> **Task instructions**
A complete, exact copy of the data is the required answer.
===== Excerpted records
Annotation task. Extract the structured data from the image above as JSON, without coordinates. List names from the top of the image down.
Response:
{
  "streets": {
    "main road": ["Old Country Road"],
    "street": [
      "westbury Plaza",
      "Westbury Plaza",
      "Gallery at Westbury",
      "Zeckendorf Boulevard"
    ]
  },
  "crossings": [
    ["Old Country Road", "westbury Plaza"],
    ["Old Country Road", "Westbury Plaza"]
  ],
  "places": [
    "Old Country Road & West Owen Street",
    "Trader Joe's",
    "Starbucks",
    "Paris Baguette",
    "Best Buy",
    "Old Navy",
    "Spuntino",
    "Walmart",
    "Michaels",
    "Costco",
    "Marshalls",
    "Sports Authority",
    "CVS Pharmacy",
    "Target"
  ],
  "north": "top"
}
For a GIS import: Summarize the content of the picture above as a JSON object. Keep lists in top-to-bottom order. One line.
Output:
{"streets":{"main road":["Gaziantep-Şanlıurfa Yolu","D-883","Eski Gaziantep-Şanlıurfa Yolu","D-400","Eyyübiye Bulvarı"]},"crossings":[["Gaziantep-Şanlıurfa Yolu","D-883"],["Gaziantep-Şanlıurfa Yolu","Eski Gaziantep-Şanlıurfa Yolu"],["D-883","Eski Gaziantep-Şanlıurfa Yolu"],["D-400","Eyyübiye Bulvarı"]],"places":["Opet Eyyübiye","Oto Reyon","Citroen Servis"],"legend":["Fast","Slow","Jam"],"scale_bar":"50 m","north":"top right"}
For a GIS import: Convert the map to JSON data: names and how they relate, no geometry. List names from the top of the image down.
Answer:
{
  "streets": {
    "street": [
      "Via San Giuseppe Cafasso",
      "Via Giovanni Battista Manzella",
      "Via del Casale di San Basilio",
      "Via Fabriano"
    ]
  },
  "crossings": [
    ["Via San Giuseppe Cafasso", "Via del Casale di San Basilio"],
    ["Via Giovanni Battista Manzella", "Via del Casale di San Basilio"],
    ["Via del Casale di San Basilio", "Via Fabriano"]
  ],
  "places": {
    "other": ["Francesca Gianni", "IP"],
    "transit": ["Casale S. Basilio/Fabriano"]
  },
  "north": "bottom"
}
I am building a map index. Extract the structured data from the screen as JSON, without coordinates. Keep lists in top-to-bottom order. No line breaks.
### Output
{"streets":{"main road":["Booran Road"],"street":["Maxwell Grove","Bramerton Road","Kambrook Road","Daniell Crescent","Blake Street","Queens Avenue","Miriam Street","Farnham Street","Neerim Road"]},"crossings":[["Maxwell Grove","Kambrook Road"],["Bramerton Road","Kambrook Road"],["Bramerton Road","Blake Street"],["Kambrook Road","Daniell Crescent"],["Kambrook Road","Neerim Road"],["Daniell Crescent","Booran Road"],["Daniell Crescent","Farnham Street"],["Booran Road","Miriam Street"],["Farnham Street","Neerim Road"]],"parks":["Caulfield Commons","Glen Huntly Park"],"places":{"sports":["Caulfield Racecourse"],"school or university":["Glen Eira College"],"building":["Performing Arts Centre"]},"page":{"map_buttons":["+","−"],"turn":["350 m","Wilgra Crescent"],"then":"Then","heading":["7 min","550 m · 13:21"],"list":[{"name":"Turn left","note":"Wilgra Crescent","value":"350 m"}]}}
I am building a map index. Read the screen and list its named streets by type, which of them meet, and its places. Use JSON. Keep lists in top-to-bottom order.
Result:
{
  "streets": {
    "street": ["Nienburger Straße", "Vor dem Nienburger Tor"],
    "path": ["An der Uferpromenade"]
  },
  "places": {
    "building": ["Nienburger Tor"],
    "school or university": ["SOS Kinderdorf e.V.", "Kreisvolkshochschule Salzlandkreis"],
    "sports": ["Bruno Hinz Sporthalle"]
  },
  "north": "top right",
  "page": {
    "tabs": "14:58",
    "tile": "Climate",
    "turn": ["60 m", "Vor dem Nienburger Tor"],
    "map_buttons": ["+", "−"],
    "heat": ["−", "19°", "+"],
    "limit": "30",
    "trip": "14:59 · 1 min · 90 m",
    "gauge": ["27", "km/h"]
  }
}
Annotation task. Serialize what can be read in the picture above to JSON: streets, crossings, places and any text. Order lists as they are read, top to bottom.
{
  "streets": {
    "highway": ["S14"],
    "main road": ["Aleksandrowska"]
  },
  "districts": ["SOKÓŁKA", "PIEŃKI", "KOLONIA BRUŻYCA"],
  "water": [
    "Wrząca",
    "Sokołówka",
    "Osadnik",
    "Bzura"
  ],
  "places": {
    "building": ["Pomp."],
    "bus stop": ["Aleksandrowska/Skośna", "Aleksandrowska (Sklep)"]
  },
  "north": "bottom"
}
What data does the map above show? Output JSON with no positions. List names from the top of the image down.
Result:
==========
> **Response**
Annotation task. Extract the structured data from the image above as JSON, without coordinates. List names from the top of the image down.
Response:
{
  "streets": {
    "main road": ["Old Country Road"],
    "street": [
      "westbury Plaza",
      "Westbury Plaza",
      "Gallery at Westbury",
      "Zeckendorf Boulevard"
    ]
  },
  "crossings": [
    ["Old Country Road", "westbury Plaza"],
    ["Old Country Road", "Westbury Plaza"]
  ],
  "places": [
    "Old Country Road & West Owen Street",
    "Trader Joe's",
    "Starbucks",
    "Paris Baguette",
    "Best Buy",
    "Old Navy",
    "Spuntino",
    "Walmart",
    "Michaels",
    "Costco",
    "Marshalls",
    "Sports Authority",
    "CVS Pharmacy",
    "Target"
  ],
  "north": "top"
}
For a GIS import: Summarize the content of the picture above as a JSON object. Keep lists in top-to-bottom order. One line.
Output:
{"streets":{"main road":["Gaziantep-Şanlıurfa Yolu","D-883","Eski Gaziantep-Şanlıurfa Yolu","D-400","Eyyübiye Bulvarı"]},"crossings":[["Gaziantep-Şanlıurfa Yolu","D-883"],["Gaziantep-Şanlıurfa Yolu","Eski Gaziantep-Şanlıurfa Yolu"],["D-883","Eski Gaziantep-Şanlıurfa Yolu"],["D-400","Eyyübiye Bulvarı"]],"places":["Opet Eyyübiye","Oto Reyon","Citroen Servis"],"legend":["Fast","Slow","Jam"],"scale_bar":"50 m","north":"top right"}
For a GIS import: Convert the map to JSON data: names and how they relate, no geometry. List names from the top of the image down.
Answer:
{
  "streets": {
    "street": [
      "Via San Giuseppe Cafasso",
      "Via Giovanni Battista Manzella",
      "Via del Casale di San Basilio",
      "Via Fabriano"
    ]
  },
  "crossings": [
    ["Via San Giuseppe Cafasso", "Via del Casale di San Basilio"],
    ["Via Giovanni Battista Manzella", "Via del Casale di San Basilio"],
    ["Via del Casale di San Basilio", "Via Fabriano"]
  ],
  "places": {
    "other": ["Francesca Gianni", "IP"],
    "transit": ["Casale S. Basilio/Fabriano"]
  },
  "north": "bottom"
}
I am building a map index. Extract the structured data from the screen as JSON, without coordinates. Keep lists in top-to-bottom order. No line breaks.
### Output
{"streets":{"main road":["Booran Road"],"street":["Maxwell Grove","Bramerton Road","Kambrook Road","Daniell Crescent","Blake Street","Queens Avenue","Miriam Street","Farnham Street","Neerim Road"]},"crossings":[["Maxwell Grove","Kambrook Road"],["Bramerton Road","Kambrook Road"],["Bramerton Road","Blake Street"],["Kambrook Road","Daniell Crescent"],["Kambrook Road","Neerim Road"],["Daniell Crescent","Booran Road"],["Daniell Crescent","Farnham Street"],["Booran Road","Miriam Street"],["Farnham Street","Neerim Road"]],"parks":["Caulfield Commons","Glen Huntly Park"],"places":{"sports":["Caulfield Racecourse"],"school or university":["Glen Eira College"],"building":["Performing Arts Centre"]},"page":{"map_buttons":["+","−"],"turn":["350 m","Wilgra Crescent"],"then":"Then","heading":["7 min","550 m · 13:21"],"list":[{"name":"Turn left","note":"Wilgra Crescent","value":"350 m"}]}}
I am building a map index. Read the screen and list its named streets by type, which of them meet, and its places. Use JSON. Keep lists in top-to-bottom order.
Result:
{
  "streets": {
    "street": ["Nienburger Straße", "Vor dem Nienburger Tor"],
    "path": ["An der Uferpromenade"]
  },
  "places": {
    "building": ["Nienburger Tor"],
    "school or university": ["SOS Kinderdorf e.V.", "Kreisvolkshochschule Salzlandkreis"],
    "sports": ["Bruno Hinz Sporthalle"]
  },
  "north": "top right",
  "page": {
    "tabs": "14:58",
    "tile": "Climate",
    "turn": ["60 m", "Vor dem Nienburger Tor"],
    "map_buttons": ["+", "−"],
    "heat": ["−", "19°", "+"],
    "limit": "30",
    "trip": "14:59 · 1 min · 90 m",
    "gauge": ["27", "km/h"]
  }
}
Annotation task. Serialize what can be read in the picture above to JSON: streets, crossings, places and any text. Order lists as they are read, top to bottom.
{
  "streets": {
    "highway": ["S14"],
    "main road": ["Aleksandrowska"]
  },
  "districts": ["SOKÓŁKA", "PIEŃKI", "KOLONIA BRUŻYCA"],
  "water": [
    "Wrząca",
    "Sokołówka",
    "Osadnik",
    "Bzura"
  ],
  "places": {
    "building": ["Pomp."],
    "bus stop": ["Aleksandrowska/Skośna", "Aleksandrowska (Sklep)"]
  },
  "north": "bottom"
}
What data does the map above show? Output JSON with no positions. List names from the top of the image down.
Result:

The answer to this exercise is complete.